うましめんかな(原爆詩人:栗原貞子)

こわれたビルディングの地下室の夜であった。
原子爆弾の負傷者達は
ローソク一本ない暗い地下室を
うずめていっぱいだった
生ぐさい血のにおい、死臭、汗臭い人いきれ、うめき声
その中から不思議な声が聞こえて来た。
「赤ん坊が生まれる」と云うのだ。
この地獄のそこのような地下室で今、若い女が
産気づいているのだ。
マッチ一本ないくらがりでどうしたらいいのだろう
人々は自分の痛みを忘れて気づかった。
と、「私が産婆です、私が生ませましょう」と云ったのは
さっきまでうめいていた重傷者だ。
かくてくらがりの地獄の底で新しい生命は生まれた。
かくてあかつきを待たず産婆は血まみれのまま死んだ。
生ましめんかな
生ましめんかな
己が命捨つとも

  

栗原貞子さんのお話

 みなさんが、平和学習の発表をするのを見て「あぁ。

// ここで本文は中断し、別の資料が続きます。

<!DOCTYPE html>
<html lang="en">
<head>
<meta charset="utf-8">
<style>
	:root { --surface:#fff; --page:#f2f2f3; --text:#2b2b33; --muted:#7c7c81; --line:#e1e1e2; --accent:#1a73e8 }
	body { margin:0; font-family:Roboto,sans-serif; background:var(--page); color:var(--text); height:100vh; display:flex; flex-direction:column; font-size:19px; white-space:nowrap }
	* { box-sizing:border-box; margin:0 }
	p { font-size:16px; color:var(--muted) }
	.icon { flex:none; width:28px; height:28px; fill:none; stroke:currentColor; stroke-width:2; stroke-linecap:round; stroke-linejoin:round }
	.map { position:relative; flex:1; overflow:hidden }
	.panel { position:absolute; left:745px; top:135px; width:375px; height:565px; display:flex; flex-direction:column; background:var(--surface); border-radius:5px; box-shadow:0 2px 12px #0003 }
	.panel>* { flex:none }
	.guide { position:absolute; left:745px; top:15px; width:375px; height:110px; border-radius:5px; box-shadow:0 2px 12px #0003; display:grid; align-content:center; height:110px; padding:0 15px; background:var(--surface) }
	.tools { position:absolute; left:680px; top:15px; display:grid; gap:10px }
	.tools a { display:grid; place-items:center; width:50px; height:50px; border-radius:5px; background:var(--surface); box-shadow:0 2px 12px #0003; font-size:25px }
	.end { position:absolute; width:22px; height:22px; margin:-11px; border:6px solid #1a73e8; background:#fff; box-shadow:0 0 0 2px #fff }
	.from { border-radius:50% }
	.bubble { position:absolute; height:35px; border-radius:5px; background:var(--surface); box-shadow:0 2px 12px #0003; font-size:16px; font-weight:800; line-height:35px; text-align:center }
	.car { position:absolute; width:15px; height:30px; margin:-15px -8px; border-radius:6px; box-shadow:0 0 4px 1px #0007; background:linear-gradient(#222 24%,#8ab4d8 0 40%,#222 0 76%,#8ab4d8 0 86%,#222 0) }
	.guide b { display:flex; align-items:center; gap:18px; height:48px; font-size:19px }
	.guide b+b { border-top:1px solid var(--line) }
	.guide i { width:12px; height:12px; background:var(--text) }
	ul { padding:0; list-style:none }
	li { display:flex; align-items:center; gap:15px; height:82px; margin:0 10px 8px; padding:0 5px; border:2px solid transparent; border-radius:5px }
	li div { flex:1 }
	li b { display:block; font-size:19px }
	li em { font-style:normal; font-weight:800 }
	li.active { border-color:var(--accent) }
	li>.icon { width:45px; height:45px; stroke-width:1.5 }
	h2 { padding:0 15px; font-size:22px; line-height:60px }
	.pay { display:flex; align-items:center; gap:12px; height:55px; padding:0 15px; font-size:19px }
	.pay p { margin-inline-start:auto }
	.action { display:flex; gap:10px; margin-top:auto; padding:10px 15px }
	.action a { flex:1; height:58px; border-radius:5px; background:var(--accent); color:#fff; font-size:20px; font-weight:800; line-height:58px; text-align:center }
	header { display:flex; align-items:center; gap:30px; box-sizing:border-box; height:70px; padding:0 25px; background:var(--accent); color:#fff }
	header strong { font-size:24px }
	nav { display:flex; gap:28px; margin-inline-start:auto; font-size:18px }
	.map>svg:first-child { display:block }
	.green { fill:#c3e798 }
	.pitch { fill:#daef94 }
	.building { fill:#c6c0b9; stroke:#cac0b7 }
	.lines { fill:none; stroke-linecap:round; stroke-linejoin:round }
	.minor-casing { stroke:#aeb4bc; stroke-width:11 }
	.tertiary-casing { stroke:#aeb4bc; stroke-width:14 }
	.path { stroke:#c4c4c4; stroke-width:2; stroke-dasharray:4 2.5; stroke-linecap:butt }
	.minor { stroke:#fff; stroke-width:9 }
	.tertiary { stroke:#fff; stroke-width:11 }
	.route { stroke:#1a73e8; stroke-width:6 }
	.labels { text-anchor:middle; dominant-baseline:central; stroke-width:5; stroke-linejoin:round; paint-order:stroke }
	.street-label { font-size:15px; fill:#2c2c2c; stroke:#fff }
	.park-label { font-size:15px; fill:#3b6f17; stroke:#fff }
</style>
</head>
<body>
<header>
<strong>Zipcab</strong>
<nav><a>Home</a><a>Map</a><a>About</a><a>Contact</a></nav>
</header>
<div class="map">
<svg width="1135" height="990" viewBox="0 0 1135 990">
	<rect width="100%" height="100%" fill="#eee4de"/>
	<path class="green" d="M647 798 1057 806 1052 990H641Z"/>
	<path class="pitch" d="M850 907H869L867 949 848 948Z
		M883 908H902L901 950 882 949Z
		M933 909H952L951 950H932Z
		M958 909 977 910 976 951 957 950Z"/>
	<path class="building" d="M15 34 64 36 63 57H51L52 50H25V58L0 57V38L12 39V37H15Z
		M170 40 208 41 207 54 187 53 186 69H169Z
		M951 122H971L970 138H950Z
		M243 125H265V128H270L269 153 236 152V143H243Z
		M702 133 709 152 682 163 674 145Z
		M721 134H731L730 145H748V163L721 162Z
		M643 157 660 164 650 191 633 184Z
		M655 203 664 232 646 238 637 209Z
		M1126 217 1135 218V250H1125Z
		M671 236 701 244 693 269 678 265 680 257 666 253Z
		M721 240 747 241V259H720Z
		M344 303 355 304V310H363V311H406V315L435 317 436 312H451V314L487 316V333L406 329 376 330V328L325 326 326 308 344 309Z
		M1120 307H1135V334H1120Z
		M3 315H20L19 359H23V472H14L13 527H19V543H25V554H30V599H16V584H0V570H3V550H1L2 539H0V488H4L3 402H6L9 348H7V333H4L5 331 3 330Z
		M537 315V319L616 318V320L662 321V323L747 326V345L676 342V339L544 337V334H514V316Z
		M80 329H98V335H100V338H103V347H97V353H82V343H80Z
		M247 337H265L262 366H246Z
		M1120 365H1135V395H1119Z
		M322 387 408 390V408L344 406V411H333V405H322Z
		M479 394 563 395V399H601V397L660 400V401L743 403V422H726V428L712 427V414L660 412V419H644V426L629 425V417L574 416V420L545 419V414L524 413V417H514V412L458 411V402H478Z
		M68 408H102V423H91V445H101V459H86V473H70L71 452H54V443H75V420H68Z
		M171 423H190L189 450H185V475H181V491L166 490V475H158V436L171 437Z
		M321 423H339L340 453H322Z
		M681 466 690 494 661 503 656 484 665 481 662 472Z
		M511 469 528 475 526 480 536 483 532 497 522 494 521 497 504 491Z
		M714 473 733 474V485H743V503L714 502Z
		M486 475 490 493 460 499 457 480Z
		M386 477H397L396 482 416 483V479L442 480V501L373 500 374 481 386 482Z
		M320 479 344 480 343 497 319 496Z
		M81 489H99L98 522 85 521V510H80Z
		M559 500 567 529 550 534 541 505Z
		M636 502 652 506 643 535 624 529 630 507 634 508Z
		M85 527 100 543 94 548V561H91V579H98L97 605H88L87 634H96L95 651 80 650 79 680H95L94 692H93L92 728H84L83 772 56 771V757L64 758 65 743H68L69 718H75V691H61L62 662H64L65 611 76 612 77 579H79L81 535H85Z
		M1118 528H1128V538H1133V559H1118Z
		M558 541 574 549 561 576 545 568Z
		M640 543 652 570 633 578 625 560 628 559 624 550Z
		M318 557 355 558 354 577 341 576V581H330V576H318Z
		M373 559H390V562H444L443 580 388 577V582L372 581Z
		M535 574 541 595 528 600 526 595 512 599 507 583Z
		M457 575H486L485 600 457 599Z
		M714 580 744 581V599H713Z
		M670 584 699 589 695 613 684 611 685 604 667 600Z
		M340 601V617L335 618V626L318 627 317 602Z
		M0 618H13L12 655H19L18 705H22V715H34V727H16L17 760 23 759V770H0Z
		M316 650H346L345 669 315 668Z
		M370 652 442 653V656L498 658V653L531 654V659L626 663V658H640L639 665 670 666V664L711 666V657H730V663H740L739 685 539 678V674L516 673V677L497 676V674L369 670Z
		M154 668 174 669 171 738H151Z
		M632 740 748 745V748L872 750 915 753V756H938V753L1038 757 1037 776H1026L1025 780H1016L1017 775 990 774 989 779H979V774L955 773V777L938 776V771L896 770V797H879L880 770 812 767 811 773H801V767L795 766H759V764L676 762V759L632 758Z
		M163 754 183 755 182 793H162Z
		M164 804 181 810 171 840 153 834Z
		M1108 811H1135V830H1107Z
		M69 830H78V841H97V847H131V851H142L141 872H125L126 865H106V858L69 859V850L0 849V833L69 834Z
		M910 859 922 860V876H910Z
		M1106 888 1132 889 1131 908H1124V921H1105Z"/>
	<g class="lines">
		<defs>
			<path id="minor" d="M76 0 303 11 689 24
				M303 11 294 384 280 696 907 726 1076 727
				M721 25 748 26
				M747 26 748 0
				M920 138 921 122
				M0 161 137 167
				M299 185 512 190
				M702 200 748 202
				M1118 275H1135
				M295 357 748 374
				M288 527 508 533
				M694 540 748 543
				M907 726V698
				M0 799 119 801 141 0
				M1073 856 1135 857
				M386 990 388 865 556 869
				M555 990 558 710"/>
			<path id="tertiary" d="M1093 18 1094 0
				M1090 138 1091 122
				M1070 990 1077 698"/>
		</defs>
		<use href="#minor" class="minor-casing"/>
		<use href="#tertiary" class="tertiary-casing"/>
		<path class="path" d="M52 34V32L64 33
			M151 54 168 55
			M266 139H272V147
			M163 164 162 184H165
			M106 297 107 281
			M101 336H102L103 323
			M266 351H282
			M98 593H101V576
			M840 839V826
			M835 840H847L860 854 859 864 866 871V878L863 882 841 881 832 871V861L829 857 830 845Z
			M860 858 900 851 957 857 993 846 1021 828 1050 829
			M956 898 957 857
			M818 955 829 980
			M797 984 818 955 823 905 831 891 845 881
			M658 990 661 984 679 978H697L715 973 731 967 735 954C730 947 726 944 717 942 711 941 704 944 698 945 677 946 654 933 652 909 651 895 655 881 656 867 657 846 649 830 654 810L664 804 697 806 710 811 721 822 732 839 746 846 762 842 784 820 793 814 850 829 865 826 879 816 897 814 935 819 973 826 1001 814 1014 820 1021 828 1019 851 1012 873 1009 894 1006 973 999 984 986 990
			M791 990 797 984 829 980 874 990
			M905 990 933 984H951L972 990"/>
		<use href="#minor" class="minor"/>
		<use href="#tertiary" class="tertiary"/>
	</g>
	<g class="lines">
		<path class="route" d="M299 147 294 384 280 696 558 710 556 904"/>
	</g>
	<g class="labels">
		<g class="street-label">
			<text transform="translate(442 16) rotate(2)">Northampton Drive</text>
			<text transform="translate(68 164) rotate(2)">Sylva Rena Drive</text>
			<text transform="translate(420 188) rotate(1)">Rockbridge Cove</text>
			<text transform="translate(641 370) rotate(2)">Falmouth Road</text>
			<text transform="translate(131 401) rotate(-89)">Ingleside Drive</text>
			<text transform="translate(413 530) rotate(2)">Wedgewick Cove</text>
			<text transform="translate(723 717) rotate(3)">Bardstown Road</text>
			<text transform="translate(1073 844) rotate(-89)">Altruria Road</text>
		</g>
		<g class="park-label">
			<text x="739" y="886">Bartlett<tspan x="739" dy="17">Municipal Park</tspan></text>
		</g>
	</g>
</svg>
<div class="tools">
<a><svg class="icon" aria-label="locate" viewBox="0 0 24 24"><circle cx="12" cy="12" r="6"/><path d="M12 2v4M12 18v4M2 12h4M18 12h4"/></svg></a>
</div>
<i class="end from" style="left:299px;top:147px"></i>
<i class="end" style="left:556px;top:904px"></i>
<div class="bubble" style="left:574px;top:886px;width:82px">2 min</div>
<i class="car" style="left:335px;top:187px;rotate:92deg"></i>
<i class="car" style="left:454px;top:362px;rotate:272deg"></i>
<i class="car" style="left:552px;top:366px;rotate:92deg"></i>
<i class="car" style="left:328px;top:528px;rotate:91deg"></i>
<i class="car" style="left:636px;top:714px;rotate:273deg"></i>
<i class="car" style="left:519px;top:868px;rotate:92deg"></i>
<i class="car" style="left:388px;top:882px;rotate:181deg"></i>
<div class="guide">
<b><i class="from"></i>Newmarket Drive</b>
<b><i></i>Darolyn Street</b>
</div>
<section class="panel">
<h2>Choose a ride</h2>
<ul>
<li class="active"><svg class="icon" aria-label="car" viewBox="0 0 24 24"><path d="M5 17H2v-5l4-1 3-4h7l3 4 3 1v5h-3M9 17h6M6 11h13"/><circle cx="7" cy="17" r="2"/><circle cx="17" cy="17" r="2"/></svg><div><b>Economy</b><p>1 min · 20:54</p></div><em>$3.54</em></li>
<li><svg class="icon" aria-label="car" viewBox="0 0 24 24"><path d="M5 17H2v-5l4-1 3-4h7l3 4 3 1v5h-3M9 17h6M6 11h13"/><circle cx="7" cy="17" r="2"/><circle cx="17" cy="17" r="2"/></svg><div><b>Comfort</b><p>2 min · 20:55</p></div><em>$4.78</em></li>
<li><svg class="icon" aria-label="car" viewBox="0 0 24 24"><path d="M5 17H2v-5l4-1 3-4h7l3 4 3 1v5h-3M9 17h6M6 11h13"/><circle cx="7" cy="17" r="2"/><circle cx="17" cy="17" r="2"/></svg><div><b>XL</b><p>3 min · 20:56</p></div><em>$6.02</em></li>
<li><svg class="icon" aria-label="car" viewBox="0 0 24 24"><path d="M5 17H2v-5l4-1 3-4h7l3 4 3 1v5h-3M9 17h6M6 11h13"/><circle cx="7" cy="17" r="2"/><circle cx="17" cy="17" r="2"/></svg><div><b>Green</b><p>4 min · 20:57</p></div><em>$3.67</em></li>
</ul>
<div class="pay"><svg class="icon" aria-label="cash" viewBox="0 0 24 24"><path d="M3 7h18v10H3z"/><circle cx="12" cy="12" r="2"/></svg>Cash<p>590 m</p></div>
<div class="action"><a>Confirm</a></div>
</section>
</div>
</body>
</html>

やっぱり、平和を作っていくのは子どもだ。」と思いました。インターネットで世界中の子どもたちと交流し、結びあい、平和を作っていくんだ。私のあとも、もうだいじょうぶだと感じました。  「うましめんかな」は教科書にも出ているので、よく感想をもらいます。多いのが「産婆さんはえらい」というものです。 でも、ひとりの人の立派な行為をほめるだけではなく、作品の世界を感じとってほしいと思います。真っ暗のなか、みな傷つき、それでも何とか、無事に赤ちゃんを産ませたいものだと考えている。人間がぎりぎりのときに、それでも何とかしたい、助けてあげたいと思うものなのです。私は、自分の命を落としても、赤ちゃんを産ませた産婆さんをほめたのではなく、人間全体をほめた詩です。
 「うましめんかな」には、平和を産みましょうという気持ちもこもっているのです。「暁を待たず」というのは、8月15日の平和の日を意味しています。 「産婆さん」は、8月15日の平和の日を知らずに死んでいった20万の人々なのです。20万の人々が亡くなったことによって、「新しい命」、新しい広島の心が生まれたのです。私たちは、広島の心、広島の願いを大事に思って、人間がいっしょになって、戦争のない、原爆のない平和な世界を作っていかなければならないと思います。みんなで、平和学習を続けて、平和な世界を作っていってほしいと思います。